| RAW DATA |

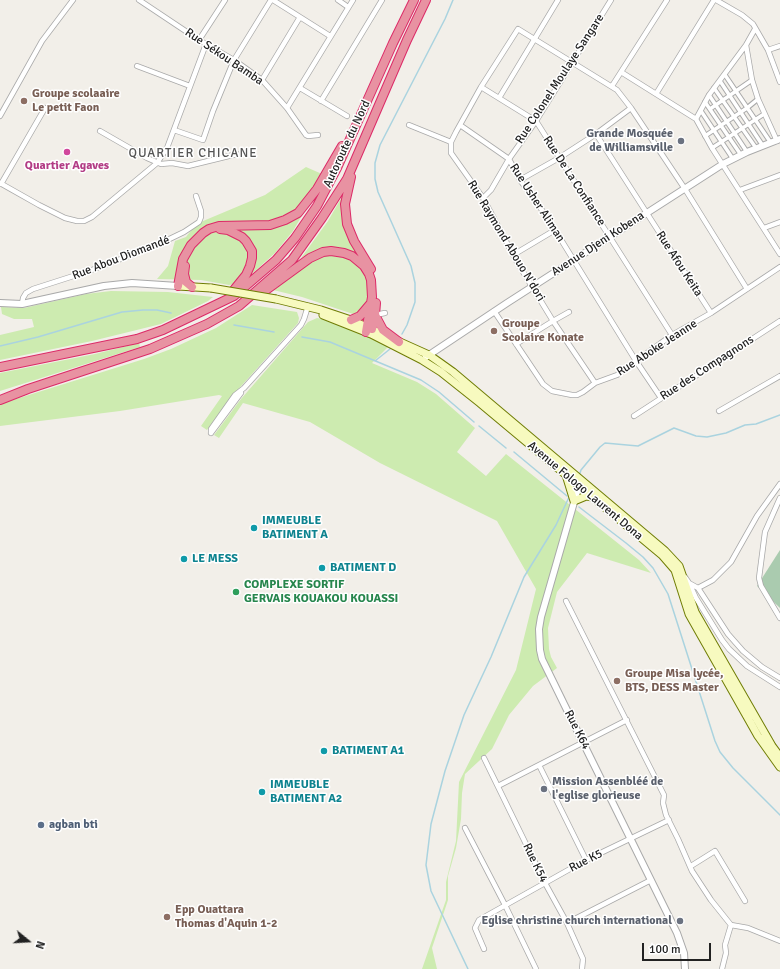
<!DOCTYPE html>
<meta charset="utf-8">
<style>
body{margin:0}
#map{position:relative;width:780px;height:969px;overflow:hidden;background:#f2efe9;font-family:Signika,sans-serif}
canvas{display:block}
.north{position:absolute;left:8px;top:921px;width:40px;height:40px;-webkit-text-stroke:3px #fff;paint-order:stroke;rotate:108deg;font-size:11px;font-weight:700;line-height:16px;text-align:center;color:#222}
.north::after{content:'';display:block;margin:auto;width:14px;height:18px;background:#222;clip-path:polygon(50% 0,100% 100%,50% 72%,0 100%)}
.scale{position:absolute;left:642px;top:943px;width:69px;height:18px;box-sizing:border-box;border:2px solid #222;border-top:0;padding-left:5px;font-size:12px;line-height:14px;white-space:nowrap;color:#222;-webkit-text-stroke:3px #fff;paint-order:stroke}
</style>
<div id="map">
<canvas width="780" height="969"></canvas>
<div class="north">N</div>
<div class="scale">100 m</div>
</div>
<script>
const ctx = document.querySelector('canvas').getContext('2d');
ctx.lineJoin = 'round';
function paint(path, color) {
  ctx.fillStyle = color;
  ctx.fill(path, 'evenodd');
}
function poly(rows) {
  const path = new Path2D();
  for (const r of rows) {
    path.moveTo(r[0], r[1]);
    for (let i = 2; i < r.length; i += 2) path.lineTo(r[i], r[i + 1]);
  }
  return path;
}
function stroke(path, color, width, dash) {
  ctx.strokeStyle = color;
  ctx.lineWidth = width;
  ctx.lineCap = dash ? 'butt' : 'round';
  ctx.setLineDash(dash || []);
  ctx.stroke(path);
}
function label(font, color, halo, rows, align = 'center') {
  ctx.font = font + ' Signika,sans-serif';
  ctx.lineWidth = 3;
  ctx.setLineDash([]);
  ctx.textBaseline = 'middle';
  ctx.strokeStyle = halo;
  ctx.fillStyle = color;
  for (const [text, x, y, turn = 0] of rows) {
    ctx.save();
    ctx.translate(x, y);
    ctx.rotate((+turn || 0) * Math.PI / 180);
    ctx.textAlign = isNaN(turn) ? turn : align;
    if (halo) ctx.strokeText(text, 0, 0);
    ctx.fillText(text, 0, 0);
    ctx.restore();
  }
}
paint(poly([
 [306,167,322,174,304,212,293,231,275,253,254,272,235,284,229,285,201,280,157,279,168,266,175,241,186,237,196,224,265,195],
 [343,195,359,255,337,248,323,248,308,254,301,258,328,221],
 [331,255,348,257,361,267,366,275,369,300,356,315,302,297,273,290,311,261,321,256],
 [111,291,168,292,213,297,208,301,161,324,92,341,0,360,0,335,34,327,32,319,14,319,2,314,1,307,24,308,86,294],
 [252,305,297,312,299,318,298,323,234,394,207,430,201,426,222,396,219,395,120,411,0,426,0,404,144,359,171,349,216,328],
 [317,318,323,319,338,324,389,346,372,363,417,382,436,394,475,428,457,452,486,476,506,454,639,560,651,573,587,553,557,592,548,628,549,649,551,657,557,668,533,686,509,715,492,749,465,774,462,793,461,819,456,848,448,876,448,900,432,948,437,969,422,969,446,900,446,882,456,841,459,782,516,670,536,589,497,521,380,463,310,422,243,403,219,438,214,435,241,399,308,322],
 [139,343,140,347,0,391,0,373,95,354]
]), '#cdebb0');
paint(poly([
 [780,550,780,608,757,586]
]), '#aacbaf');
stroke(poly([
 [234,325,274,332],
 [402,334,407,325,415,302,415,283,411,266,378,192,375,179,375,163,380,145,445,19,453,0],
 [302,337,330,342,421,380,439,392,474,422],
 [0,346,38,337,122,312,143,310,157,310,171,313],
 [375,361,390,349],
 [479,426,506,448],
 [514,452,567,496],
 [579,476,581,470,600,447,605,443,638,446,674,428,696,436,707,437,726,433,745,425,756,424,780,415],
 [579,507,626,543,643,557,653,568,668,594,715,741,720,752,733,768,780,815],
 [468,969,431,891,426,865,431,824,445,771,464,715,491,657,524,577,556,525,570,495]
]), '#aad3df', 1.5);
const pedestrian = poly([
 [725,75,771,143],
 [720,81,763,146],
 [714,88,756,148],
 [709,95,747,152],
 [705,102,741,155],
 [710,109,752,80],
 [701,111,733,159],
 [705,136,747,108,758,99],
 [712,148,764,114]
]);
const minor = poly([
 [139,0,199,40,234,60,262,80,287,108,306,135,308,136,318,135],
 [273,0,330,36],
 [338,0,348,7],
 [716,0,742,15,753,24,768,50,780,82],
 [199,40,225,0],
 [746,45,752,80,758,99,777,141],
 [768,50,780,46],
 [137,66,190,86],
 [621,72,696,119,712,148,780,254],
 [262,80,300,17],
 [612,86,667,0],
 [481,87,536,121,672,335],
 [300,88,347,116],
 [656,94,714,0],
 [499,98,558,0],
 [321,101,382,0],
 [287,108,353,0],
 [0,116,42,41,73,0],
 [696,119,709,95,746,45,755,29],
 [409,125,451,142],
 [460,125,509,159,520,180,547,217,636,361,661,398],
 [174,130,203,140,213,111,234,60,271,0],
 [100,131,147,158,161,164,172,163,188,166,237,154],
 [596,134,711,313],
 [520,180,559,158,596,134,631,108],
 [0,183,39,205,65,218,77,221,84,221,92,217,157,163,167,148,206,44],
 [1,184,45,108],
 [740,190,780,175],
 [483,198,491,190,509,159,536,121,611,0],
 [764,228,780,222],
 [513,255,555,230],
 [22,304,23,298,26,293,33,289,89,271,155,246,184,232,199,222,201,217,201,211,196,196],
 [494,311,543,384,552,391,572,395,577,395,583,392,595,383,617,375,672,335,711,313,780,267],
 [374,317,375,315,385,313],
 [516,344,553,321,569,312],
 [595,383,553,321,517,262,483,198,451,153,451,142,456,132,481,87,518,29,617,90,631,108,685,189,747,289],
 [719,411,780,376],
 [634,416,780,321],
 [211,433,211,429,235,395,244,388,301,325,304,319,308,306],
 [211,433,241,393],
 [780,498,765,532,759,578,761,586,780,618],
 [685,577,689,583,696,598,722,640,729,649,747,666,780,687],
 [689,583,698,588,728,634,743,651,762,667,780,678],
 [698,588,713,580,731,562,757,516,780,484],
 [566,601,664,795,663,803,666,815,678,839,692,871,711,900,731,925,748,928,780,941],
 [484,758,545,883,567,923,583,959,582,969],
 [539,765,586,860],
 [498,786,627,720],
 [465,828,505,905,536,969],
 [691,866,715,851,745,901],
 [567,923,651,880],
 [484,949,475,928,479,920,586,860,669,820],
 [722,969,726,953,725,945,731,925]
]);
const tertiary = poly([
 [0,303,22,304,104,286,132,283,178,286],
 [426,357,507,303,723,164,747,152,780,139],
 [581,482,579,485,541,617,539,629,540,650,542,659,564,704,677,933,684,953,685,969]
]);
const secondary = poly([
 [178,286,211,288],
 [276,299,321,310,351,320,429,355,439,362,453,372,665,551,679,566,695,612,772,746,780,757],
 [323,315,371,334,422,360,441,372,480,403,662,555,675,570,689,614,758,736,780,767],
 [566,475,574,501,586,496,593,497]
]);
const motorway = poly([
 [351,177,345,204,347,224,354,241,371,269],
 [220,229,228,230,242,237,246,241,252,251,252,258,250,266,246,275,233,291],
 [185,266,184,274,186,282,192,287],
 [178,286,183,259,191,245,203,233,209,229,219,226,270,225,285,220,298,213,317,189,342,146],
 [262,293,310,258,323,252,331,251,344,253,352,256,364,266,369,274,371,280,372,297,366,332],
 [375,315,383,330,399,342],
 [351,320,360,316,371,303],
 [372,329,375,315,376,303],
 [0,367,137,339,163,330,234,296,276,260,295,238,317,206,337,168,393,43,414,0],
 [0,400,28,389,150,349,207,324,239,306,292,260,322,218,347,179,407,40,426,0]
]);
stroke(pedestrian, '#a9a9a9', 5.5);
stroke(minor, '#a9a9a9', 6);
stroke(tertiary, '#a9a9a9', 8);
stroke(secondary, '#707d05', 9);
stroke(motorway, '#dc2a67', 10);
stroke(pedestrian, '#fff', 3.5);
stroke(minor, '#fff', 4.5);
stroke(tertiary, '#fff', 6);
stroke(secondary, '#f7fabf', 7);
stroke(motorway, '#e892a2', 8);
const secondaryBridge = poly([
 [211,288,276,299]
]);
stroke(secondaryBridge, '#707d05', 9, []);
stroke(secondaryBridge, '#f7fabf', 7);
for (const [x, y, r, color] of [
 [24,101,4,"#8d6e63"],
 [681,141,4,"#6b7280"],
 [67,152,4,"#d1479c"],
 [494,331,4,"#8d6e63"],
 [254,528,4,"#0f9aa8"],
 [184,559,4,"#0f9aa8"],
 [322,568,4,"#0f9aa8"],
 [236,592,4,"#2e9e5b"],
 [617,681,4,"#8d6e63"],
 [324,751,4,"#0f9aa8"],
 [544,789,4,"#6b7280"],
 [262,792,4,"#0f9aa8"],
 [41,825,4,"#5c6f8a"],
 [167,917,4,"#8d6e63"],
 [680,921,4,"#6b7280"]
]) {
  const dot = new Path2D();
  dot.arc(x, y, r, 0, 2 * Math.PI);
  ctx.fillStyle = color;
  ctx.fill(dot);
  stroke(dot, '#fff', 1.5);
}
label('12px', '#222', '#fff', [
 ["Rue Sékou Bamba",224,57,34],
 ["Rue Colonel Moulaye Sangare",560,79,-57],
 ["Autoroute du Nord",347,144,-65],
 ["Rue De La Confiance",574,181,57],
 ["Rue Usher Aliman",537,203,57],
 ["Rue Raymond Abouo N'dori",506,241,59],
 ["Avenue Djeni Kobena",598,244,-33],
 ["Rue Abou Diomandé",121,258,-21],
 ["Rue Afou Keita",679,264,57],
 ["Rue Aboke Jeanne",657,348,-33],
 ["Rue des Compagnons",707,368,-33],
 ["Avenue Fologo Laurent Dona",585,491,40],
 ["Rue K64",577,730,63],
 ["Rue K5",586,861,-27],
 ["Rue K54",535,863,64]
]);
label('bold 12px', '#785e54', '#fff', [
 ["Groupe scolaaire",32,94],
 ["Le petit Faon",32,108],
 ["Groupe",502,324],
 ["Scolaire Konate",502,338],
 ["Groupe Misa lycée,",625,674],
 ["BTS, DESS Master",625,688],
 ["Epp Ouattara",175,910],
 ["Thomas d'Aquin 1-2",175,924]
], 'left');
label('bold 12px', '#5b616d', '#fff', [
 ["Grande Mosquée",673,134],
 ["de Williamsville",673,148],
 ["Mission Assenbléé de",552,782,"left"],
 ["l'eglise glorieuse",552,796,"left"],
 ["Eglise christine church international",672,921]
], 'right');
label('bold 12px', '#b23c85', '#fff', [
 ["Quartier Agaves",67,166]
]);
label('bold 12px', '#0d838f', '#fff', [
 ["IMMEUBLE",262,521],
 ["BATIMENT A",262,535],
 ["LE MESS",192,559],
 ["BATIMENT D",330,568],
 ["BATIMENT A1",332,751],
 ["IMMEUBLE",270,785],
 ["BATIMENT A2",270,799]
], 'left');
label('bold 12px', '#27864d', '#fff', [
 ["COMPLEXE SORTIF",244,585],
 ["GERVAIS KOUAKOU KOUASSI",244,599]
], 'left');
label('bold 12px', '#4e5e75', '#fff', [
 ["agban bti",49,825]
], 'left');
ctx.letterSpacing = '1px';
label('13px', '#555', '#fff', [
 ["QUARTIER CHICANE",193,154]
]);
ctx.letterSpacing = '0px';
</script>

| PROBLEM |
A single number is required: the count of lines in the entries that include the word "center".

| RESULT OF THIS TASK |
2